Aggressively Pursue Community

It is not easy to pursue Christian community in our culture. Many of us are raised and conditioned to solve our problems on our own and to approach our faith in isolation. But now that I have seen, experienced, and participated in a community that is committed to God’s kingdom and committed to each other, I can earnestly say that any sacrifice it takes to pursue this type of community pales in comparison to the beauty, grace, and power that you’ll receive from it.

Christian community is certainly not perfect; in our sinful state we still hurt each other, in our differences we frustrate each other, and in our limited perspectives we misunderstand each other. A quick glance at Paul’s letters tells us the story has been the same from the earliest of churches. But the miraculous thing is that though on our own we are sinful and petty and weak, Jesus Christ has blessed us with the honor of being His body and whose power in us overcomes our shortcomings. “[We] are a chosen people, a royal priesthood, a holy nation, God’s special possession, that [we] may declare the praises of him who called [us] out of darkness into his wonderful light.” (1 Peter 2:9)

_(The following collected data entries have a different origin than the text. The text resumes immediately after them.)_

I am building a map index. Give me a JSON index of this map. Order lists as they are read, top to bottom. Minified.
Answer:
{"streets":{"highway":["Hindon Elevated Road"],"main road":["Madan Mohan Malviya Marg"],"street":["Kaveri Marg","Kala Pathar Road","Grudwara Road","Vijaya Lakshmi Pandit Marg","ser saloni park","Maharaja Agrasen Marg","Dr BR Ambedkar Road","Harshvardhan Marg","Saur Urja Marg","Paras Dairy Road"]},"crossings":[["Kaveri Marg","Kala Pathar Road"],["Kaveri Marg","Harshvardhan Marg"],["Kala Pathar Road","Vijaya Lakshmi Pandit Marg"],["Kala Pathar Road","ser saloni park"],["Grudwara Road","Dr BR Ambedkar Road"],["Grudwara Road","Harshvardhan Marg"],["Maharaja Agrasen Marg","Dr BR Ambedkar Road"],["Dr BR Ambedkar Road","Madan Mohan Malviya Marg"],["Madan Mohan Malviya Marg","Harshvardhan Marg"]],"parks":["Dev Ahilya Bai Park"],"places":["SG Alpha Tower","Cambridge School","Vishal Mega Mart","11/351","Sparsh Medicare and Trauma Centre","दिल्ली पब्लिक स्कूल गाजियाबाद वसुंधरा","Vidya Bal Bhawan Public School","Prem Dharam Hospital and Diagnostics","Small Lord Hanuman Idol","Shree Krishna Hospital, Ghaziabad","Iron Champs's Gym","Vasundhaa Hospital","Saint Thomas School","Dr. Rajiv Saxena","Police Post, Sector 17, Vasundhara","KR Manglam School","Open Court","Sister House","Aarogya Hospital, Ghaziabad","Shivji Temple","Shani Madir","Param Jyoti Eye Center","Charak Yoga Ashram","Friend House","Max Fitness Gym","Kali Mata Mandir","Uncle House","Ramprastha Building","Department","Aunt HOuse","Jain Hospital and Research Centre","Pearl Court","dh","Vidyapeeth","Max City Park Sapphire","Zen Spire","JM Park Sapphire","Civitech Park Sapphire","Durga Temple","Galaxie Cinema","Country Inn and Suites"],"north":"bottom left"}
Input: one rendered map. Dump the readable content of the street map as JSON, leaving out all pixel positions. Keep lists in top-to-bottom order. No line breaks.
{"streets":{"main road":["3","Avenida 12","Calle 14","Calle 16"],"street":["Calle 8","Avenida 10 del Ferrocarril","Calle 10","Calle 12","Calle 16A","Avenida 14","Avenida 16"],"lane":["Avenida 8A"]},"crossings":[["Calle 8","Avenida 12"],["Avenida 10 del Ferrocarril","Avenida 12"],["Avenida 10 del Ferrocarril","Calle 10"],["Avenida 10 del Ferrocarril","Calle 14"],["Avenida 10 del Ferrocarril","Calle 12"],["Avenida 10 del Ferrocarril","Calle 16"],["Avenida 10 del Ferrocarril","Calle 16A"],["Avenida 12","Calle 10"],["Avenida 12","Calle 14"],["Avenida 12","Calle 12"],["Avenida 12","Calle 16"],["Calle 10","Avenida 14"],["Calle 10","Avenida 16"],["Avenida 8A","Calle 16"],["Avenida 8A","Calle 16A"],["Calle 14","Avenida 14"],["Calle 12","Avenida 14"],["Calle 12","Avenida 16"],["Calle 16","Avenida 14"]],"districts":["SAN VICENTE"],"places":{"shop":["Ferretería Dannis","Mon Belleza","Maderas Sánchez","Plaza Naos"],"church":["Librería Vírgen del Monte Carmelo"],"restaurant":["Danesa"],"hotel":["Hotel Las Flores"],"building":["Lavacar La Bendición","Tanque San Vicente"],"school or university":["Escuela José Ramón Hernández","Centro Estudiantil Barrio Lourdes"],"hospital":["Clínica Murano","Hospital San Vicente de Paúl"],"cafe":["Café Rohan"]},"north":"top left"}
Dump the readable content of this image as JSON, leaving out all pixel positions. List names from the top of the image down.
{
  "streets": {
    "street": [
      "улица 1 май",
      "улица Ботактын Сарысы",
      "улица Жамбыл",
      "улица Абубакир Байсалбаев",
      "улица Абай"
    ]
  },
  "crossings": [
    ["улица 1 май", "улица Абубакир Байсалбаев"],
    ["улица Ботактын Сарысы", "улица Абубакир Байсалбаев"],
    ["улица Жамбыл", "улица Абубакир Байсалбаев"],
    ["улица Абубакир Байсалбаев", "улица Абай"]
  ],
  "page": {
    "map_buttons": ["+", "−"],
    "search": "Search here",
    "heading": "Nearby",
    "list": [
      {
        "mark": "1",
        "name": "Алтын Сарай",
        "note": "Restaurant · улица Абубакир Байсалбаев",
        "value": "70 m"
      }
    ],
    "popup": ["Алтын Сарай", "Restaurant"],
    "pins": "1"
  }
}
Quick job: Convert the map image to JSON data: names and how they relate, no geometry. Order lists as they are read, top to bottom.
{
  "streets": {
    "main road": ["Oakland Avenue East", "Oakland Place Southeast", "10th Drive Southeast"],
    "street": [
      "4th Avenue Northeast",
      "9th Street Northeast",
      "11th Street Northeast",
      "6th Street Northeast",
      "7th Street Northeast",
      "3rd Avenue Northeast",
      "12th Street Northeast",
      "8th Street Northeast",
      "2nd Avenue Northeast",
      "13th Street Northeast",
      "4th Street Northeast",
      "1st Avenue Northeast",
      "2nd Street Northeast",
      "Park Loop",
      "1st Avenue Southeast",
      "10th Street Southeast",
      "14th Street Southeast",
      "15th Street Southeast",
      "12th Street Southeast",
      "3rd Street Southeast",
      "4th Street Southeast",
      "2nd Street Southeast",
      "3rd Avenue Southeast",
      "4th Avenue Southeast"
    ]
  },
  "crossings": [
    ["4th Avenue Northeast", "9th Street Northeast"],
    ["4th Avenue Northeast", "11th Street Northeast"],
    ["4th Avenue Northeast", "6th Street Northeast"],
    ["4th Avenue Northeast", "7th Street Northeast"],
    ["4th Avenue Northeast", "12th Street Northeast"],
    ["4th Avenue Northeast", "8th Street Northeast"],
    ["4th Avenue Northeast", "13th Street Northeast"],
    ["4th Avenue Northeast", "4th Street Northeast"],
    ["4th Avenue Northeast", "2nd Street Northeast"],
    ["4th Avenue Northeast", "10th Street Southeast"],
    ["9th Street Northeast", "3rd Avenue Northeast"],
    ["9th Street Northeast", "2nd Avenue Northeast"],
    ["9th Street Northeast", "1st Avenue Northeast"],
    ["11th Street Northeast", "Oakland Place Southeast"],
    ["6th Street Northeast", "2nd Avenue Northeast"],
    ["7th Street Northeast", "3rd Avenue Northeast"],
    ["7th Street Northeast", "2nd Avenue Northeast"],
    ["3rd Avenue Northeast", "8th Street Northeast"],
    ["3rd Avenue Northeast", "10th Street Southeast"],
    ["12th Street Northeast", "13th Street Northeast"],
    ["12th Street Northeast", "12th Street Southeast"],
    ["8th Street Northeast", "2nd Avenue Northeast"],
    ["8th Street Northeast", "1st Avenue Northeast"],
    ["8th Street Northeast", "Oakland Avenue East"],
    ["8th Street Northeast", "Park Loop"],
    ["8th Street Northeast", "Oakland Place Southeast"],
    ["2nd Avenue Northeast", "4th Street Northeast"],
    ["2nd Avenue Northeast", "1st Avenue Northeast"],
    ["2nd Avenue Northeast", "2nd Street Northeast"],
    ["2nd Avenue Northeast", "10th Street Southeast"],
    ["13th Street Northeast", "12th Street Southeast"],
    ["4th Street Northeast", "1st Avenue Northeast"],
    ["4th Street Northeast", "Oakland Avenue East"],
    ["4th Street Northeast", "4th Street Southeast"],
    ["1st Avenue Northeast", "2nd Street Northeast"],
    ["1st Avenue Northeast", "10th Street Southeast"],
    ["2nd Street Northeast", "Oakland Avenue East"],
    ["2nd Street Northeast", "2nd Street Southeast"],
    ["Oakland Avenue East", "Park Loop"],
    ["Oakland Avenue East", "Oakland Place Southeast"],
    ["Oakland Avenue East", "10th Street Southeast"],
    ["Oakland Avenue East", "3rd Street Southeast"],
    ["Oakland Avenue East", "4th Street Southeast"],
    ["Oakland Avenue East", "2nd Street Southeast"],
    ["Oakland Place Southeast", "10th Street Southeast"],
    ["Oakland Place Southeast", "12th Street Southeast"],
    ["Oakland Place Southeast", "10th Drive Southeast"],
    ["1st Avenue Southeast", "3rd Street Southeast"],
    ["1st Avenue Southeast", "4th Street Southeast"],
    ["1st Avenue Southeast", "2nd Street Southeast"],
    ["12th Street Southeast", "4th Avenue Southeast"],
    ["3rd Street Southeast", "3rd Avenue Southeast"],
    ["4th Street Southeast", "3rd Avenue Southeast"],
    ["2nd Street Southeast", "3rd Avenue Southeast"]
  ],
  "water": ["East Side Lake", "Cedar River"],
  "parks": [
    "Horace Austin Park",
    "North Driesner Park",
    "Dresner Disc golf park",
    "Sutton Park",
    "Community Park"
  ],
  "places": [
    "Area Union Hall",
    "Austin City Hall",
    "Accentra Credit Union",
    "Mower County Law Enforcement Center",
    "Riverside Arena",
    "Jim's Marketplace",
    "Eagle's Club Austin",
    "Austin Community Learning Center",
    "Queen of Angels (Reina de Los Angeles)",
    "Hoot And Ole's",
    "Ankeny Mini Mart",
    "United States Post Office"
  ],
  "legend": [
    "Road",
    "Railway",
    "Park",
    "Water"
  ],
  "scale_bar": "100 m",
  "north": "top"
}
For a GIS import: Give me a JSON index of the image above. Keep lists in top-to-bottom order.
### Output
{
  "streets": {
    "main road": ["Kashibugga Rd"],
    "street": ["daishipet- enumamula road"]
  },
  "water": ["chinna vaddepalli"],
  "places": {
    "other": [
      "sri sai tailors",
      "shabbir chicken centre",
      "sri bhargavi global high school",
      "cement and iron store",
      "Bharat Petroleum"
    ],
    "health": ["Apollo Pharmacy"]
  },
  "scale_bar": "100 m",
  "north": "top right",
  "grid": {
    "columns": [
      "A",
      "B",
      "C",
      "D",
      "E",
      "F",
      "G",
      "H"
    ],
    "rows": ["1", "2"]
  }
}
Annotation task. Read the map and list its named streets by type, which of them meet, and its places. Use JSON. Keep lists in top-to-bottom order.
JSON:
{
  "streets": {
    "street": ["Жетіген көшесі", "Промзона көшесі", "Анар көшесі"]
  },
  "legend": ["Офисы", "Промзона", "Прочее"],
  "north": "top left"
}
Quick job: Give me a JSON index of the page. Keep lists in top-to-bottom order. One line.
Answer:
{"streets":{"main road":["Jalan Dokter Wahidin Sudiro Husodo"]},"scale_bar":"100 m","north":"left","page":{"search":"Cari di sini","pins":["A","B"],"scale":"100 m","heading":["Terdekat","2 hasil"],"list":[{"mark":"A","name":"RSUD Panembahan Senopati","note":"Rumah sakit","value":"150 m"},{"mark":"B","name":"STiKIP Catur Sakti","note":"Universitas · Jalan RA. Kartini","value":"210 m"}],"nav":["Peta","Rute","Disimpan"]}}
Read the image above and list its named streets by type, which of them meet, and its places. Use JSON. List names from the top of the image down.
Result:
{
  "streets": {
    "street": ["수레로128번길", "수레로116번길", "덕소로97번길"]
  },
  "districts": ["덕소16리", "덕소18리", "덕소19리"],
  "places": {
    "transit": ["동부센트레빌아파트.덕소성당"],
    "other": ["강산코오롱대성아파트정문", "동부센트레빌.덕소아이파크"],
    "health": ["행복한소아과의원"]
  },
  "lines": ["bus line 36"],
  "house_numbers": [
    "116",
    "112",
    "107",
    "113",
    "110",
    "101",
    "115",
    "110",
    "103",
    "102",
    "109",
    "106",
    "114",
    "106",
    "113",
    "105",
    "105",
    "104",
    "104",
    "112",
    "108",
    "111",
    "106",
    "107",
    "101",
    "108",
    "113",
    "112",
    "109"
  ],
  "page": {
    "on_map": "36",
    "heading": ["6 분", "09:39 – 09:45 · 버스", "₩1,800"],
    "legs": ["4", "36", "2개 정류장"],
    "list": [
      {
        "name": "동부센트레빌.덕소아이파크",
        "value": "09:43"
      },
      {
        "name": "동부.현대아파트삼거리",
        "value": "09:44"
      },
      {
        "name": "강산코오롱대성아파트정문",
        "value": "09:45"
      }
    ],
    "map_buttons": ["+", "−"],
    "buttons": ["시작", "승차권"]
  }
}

So my charge to believers who are reading is this: aggressively pursue community. This will look different depending on your season of life, but the principle is the same: seek out a group of likeminded people who desire a community that goes beyond crossing paths once a week, who are committed to using their gifts and keeping you accountable and spurring you onward in this journey of becoming more like Christ. It may take time. It may take sacrifice. But it is so, so worth it.

Meeting Dostoevsky

Every time I open that last book of his, he tells me that before I go any further, I must submit to the lens of the only beautiful type of suicide, the kind that brings life. The epigraph to The Brothers Karamazov  frames what’s to come in the words spoken and incarnated by Christ: that only when a seed sacrifices by burying itself to break and bloom will there ever be the longed-for fruit. However robust it is in its current form, the kernel cuts itself in half, confident that its death will bring a more glorious, more far-reaching new life.

It’s both the horror and the hope of these words that draw me back again and again. As a Christ-follower, I know that they apply to my few decades on earth. And Dostoevsky reaches out, telling me to un-tense my muscles and submit. Listen, Hope, and pray toward a better living of the truth. I read him again and again because his theology is a breath of fresh air to a mind grown in Western thought. This theology is lived in his characters: no 3 point application to take home and stick to my refrigerator, just the uncomfortable realization that I am the worst of these characters, and that in spite of it, there is the inexplicable presence of grace.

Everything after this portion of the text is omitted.